From 3f7b94687160ac7f5d38d9cb4c88dd695afdb39f Mon Sep 17 00:00:00 2001
From: Sven Slootweg <jamsoftgamedev@gmail.com>
Date: Sat, 8 Feb 2014 20:38:10 +0100
Subject: [PATCH] Fix regular expression corner case that led to long parsing
 times

---
 pythonwhois/parse.py | 14 ++++++++++++++
 1 file changed, 14 insertions(+)

diff --git a/pythonwhois/parse.py b/pythonwhois/parse.py
index 8437424..192001a 100644
--- a/pythonwhois/parse.py
+++ b/pythonwhois/parse.py
@@ -397,6 +397,9 @@ def remove_duplicates(data):
 	
 	return cleaned_list
 
+def preprocess_regex(regex):
+	return re.sub(r"\\s\*\(\?P<([^>]+)>\.\+\)", r"\s*(?P<\1>\S.*)", regex)
+
 def parse_registrants(data):
 	registrant = None
 	tech_contact = None
@@ -499,6 +502,17 @@ def parse_registrants(data):
 		]
 	}
 	
+	# Why do the below? The below is meant to handle with an edge case (issue #2) where a partial match followed
+	# by a failure, for a regex containing the \s*.+ pattern, would send the regex module on a wild goose hunt for
+	# matching positions. The workaround is to use \S.* instead of .+, but in the interest of keeping the regexes
+	# consistent and compact, it's more practical to do this (predictable) conversion on runtime.
+	registrant_regexes = [preprocess_regex(regex) for regex in registrant_regexes]
+	tech_contact_regexes = [preprocess_regex(regex) for regex in tech_contact_regexes]
+	admin_contact_regexes = [preprocess_regex(regex) for regex in admin_contact_regexes]

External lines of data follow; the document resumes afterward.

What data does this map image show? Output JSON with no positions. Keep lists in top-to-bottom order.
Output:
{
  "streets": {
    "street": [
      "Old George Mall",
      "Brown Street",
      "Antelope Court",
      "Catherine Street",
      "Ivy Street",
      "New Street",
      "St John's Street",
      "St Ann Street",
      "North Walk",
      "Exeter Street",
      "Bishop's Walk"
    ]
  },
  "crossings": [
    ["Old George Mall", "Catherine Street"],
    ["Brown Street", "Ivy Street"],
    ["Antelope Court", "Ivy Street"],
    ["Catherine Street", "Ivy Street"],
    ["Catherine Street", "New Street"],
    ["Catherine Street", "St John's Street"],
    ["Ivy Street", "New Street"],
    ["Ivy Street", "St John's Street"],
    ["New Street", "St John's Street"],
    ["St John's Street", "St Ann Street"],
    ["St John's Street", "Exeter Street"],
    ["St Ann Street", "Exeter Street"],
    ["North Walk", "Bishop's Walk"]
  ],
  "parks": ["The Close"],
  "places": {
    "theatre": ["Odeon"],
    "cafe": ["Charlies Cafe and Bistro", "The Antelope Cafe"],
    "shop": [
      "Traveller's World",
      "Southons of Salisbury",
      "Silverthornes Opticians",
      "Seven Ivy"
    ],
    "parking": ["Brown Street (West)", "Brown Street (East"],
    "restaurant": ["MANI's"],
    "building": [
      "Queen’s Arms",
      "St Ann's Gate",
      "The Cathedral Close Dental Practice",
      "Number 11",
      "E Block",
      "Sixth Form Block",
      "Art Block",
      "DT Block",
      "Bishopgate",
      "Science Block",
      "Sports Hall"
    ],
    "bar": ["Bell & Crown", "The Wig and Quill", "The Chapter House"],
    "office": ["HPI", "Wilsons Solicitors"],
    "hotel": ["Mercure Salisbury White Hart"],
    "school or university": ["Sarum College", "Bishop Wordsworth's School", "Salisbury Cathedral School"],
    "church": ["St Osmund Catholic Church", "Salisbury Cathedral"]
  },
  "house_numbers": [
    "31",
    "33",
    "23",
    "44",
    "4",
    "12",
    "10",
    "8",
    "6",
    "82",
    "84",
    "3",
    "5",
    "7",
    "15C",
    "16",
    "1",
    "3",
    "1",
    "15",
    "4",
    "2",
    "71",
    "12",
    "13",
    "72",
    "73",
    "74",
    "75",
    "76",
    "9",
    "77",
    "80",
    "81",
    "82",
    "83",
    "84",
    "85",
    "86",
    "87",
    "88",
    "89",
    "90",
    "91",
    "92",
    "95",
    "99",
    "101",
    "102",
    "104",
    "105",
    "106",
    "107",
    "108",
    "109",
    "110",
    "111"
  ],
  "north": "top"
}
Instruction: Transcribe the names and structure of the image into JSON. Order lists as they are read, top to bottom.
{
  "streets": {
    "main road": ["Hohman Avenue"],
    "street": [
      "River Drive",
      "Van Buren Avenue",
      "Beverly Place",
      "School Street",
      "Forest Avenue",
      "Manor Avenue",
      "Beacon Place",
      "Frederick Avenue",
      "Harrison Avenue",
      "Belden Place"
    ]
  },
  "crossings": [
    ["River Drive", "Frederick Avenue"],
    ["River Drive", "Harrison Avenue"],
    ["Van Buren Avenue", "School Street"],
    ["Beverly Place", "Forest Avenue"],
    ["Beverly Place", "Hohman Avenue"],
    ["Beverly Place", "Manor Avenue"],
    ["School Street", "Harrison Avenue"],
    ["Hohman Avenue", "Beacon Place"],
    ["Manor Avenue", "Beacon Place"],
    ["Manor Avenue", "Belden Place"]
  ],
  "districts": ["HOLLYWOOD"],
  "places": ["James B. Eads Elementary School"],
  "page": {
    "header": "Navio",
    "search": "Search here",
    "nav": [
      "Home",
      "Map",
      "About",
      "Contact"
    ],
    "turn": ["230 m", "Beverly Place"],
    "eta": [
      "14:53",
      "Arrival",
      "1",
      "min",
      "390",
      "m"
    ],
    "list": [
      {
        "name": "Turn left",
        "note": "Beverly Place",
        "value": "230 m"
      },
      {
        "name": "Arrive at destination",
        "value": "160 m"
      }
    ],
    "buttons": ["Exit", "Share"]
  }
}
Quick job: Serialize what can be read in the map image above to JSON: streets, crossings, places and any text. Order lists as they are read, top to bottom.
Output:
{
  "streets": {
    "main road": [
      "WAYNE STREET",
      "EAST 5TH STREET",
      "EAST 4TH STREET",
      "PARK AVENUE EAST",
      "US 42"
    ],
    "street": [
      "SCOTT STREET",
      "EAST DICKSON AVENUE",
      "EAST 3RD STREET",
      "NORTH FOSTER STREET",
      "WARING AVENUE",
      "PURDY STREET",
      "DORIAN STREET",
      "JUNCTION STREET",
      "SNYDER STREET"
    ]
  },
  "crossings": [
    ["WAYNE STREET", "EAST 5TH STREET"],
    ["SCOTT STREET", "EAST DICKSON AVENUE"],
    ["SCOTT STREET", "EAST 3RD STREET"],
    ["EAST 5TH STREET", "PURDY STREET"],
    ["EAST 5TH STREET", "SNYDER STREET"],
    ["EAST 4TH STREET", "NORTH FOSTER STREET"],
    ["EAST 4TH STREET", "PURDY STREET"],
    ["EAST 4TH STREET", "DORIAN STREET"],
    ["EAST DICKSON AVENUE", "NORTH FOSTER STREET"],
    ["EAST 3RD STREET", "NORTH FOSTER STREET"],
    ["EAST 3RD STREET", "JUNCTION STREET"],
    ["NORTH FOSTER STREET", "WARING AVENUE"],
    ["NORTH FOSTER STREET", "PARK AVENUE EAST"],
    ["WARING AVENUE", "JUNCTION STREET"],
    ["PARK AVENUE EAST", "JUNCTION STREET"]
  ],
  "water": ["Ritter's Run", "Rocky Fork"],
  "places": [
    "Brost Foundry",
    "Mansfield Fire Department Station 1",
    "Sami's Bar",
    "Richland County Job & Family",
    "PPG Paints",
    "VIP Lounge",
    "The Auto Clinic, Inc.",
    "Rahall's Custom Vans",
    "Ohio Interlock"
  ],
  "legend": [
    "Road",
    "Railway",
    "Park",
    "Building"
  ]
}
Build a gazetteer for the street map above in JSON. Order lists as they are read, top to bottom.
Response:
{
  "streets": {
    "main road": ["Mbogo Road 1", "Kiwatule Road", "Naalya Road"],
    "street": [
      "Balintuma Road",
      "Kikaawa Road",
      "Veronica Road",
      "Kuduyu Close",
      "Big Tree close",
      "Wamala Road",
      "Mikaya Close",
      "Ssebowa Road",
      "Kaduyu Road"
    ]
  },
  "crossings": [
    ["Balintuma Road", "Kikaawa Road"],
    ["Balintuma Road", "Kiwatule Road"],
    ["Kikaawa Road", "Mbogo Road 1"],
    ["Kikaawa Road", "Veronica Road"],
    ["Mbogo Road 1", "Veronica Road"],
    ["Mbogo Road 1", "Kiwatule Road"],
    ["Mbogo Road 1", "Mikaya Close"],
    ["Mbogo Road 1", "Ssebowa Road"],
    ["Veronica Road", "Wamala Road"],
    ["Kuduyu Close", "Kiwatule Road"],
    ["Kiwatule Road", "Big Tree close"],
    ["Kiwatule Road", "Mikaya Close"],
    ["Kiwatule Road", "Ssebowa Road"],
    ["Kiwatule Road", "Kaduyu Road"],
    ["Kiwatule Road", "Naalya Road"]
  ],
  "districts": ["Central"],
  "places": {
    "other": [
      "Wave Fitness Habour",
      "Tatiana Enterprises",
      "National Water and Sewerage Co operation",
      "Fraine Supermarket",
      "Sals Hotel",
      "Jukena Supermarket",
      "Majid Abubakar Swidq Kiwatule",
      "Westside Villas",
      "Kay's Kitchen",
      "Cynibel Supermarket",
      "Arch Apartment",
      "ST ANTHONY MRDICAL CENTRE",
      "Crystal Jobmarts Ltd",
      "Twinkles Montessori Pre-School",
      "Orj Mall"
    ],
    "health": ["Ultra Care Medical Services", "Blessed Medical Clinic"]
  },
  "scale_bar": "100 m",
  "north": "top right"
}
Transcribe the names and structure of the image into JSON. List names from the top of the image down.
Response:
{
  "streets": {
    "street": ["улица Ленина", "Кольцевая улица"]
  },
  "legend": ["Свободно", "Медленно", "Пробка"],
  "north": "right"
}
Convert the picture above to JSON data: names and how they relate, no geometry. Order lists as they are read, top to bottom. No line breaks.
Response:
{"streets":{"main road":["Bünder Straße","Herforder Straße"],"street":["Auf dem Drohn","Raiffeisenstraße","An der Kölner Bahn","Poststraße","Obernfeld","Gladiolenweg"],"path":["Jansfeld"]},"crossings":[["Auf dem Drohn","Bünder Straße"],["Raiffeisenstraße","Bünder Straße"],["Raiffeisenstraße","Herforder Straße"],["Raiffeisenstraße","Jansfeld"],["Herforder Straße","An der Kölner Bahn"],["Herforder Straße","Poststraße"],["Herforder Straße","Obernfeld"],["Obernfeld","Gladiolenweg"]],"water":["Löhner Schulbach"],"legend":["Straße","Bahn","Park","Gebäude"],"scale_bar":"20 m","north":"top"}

+	billing_contact_regexes = [preprocess_regex(regex) for regex in billing_contact_regexes]
+	nic_contact_regexes = [preprocess_regex(regex) for regex in nic_contact_regexes]
+	nic_contact_references = {field: [preprocess_regex(regex) for regex in items] for field, items in nic_contact_references.iteritems()}
+	
 	for segment in data:
 		for regex in registrant_regexes:
 			match = re.search(regex, segment)